I am nowhere near perfect in this category, but I constantly try. This does make me aware of how addictive the traps of consumerism are. If your income is above say 1 lakh per month and you have a couple of lakhs Rs. in your bank account, walking into Zara and not buying that cute 600 Rs Tshirt is almost a challenge. In a moment, I feel week in my knees and turn to Gollum from LOTR. My precious.

10 years an iPhone user, when I had to update my phone, despite the options of much cheaper and better alternatives, it was easy to convince "that I need iPhone for work in a split second", This same convincing extends from iPhones and computers to bigger cars, business class flights, and before you know it private jets. "I need it for work"

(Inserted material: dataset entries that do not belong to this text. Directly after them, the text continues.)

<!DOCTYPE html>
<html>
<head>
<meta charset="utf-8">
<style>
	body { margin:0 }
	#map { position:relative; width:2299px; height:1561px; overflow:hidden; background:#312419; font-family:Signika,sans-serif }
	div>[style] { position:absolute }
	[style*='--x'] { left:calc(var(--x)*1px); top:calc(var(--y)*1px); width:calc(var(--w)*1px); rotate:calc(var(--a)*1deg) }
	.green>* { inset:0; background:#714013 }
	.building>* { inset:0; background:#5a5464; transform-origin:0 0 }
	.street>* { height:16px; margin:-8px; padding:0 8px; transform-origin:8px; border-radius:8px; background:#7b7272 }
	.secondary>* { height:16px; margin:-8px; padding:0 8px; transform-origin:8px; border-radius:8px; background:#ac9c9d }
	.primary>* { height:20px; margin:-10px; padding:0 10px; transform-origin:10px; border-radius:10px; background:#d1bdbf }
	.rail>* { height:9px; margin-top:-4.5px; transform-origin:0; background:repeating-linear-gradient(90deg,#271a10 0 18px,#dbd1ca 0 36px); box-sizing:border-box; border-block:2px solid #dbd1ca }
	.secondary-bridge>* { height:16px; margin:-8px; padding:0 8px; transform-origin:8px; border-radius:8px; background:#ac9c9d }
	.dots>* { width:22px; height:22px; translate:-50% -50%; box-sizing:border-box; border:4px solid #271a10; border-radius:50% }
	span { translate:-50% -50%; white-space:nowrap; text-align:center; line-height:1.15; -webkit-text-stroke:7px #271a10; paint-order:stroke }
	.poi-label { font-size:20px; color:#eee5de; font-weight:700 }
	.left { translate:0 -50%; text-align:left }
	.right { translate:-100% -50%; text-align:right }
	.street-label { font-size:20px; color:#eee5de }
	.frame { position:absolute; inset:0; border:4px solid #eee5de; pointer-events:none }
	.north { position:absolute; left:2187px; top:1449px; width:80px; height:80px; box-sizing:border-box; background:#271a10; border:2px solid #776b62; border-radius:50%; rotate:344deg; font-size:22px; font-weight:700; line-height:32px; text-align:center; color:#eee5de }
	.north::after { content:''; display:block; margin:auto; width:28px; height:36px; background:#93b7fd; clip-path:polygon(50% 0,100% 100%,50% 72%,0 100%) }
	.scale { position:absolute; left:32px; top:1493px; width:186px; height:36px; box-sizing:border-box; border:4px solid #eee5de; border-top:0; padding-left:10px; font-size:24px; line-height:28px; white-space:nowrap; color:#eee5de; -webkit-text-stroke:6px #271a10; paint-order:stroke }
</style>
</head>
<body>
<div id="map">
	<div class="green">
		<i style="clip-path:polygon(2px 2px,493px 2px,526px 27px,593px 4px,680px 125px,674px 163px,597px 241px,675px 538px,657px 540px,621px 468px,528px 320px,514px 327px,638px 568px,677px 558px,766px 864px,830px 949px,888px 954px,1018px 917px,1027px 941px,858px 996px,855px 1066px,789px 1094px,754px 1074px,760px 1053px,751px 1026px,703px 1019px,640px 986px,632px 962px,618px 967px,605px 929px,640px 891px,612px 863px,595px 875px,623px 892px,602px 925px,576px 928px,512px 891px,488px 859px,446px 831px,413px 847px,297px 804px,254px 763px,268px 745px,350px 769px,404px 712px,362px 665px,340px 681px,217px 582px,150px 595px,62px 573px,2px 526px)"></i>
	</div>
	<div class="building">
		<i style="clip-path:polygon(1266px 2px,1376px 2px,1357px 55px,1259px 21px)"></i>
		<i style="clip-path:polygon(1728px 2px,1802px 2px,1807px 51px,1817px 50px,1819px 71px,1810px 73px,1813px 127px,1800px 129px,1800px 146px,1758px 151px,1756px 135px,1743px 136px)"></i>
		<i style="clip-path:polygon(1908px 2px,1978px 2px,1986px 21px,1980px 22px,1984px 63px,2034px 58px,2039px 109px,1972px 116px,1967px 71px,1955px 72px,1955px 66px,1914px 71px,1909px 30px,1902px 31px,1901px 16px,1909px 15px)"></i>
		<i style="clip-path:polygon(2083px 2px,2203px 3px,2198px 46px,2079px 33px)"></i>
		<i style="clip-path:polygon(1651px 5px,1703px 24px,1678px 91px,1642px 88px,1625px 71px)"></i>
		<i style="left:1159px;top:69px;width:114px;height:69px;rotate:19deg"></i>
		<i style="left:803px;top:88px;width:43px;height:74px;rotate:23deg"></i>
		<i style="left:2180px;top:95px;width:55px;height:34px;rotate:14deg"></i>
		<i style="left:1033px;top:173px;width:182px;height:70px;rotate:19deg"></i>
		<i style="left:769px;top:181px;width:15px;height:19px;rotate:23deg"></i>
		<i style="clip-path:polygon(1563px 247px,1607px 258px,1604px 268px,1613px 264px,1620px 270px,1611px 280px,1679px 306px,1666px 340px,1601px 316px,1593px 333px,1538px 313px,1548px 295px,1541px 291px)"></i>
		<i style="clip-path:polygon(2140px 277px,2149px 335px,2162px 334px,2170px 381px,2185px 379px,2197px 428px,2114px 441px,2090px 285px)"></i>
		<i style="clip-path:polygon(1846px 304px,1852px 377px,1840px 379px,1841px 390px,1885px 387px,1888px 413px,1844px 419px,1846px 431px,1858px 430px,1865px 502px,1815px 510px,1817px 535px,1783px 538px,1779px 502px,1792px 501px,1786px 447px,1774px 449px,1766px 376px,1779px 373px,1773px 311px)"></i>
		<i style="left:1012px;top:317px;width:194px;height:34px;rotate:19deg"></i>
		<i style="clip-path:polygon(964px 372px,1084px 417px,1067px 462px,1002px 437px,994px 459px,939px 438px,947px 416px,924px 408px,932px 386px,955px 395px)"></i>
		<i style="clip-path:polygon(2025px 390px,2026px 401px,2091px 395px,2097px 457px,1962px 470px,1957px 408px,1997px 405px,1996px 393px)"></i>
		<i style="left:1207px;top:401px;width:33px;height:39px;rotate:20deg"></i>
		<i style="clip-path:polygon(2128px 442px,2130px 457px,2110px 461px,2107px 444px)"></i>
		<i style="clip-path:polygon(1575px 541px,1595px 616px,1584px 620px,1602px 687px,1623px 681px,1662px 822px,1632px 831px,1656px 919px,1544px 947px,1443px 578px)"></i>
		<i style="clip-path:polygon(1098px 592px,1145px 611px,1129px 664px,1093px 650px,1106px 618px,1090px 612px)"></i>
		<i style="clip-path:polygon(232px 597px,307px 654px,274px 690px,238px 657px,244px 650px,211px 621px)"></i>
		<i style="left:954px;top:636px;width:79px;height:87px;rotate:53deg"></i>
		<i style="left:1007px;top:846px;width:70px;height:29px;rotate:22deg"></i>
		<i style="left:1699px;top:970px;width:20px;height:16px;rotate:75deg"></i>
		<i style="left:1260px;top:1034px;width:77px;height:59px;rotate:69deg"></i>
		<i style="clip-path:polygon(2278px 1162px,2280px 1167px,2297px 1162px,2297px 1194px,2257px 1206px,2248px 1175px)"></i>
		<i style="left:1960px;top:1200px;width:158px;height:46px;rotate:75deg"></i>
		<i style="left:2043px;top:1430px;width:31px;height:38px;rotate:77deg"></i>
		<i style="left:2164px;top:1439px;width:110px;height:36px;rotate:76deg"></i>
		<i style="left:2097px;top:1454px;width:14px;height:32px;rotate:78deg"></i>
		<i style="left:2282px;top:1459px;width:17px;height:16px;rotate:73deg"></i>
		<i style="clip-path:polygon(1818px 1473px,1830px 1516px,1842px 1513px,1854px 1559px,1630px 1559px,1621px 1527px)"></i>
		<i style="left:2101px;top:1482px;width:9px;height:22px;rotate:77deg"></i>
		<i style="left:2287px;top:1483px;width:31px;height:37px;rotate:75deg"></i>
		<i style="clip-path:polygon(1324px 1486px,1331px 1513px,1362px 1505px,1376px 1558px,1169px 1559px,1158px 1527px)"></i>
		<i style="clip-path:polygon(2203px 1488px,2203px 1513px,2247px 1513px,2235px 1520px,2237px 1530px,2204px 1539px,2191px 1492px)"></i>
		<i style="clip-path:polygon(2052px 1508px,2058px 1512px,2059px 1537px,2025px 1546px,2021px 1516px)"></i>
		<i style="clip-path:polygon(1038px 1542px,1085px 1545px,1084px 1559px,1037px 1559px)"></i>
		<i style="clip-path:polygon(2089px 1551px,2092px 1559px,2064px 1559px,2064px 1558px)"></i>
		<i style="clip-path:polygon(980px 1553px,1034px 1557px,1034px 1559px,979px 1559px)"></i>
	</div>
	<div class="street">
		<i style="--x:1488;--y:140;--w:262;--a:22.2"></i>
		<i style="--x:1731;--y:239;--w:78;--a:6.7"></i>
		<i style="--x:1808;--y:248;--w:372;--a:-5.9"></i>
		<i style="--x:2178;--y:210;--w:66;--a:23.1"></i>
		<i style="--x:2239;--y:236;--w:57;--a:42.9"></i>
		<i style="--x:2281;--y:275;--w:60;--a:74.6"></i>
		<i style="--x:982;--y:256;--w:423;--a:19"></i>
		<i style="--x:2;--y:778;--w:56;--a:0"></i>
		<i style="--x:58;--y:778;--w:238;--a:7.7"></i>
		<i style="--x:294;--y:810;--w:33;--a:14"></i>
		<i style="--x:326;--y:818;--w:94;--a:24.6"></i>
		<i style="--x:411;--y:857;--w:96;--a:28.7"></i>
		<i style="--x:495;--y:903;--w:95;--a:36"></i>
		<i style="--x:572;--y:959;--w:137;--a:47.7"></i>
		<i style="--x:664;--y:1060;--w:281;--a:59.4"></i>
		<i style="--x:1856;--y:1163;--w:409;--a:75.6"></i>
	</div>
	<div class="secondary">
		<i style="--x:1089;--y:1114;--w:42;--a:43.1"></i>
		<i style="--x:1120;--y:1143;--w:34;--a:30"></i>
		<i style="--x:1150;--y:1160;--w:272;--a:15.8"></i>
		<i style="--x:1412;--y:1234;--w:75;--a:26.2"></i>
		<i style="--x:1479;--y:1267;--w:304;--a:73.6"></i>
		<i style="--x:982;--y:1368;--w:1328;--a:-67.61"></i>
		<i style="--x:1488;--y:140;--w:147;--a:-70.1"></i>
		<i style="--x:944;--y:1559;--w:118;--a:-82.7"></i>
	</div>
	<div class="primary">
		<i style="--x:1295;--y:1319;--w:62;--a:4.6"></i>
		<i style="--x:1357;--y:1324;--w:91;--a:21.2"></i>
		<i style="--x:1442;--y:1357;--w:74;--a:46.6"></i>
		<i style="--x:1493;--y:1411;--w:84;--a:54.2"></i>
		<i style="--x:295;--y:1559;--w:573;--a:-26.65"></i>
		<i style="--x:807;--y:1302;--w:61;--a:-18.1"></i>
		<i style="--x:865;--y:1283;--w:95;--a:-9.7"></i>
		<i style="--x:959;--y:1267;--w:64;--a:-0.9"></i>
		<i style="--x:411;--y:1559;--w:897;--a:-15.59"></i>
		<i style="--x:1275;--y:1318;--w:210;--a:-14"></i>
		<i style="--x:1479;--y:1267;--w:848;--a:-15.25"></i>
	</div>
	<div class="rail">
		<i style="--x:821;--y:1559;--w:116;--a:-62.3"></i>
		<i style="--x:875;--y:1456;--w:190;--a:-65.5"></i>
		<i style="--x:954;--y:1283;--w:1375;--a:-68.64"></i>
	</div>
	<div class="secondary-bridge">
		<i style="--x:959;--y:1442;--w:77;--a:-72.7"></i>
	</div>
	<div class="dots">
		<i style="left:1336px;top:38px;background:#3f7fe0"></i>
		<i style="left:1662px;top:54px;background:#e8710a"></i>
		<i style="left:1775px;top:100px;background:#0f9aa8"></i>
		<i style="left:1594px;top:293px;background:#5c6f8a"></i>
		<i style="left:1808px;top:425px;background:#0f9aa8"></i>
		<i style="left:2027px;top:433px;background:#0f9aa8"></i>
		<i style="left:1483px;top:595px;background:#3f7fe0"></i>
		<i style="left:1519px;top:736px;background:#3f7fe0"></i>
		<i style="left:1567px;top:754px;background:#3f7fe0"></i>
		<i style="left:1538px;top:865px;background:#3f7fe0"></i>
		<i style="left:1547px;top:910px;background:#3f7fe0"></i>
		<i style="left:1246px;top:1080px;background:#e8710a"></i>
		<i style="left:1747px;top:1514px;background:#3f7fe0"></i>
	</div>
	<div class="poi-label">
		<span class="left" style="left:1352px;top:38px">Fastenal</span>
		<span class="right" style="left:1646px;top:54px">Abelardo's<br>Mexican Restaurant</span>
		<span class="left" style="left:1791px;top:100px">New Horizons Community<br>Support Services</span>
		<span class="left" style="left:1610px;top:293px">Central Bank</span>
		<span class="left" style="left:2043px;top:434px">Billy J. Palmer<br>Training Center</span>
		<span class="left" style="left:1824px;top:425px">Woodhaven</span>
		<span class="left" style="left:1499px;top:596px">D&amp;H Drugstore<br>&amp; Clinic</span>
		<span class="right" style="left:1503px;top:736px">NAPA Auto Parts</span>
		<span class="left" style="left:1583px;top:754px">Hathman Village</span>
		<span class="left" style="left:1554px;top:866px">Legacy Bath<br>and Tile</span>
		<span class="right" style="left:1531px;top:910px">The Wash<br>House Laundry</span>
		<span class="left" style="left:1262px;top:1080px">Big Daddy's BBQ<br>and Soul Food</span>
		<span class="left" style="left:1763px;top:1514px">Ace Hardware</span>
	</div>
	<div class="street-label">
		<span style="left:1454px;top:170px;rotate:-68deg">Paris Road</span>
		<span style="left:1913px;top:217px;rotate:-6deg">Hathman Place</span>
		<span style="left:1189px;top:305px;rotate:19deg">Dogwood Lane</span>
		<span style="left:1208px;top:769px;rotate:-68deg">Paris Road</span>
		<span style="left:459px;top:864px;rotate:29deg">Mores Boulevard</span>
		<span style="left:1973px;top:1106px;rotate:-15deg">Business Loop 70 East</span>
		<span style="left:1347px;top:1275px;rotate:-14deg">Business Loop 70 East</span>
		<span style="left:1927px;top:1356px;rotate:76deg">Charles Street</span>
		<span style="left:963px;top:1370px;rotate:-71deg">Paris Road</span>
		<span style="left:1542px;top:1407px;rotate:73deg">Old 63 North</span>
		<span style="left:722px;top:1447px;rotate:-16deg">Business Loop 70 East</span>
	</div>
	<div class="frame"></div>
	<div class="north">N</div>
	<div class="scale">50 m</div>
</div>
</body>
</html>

The pricing in global markets is skewed. A T-shirt that requires the labor of 100s of people costs Rs. 600 but a quality healthcare visitation aka one person meeting another person with medical expertise doesn't cost Rs. 60. This is often because the markets are run by the top 1%, for the 1%, advertising to 1%, and employing about another top 10%.

Under the pressure of all the screens and advertisements and videos and content and people we see around us, our world of 7 billion people turns to mere 70 million. We don't even notice, acknowledge, know anything about the remaining 99%.

We are more than happy living with the disproportionate share of electricity, metals, iron, minerals, grains, proteins, computing power allocated to us, or say snatched from others.

Many people, take this conversation in the direction of limited resources hence fair competition and the winner deserves it. But if you look at the real resources and real needs, the planet has more than enough for everybody, if only the 1% can remember that their normal lives are constant oppression on the remaining 99%. If only the top 1% can rename the world as convenient and luxurious to villainous and oppressive. And if only 1% can focus on what really matters in life.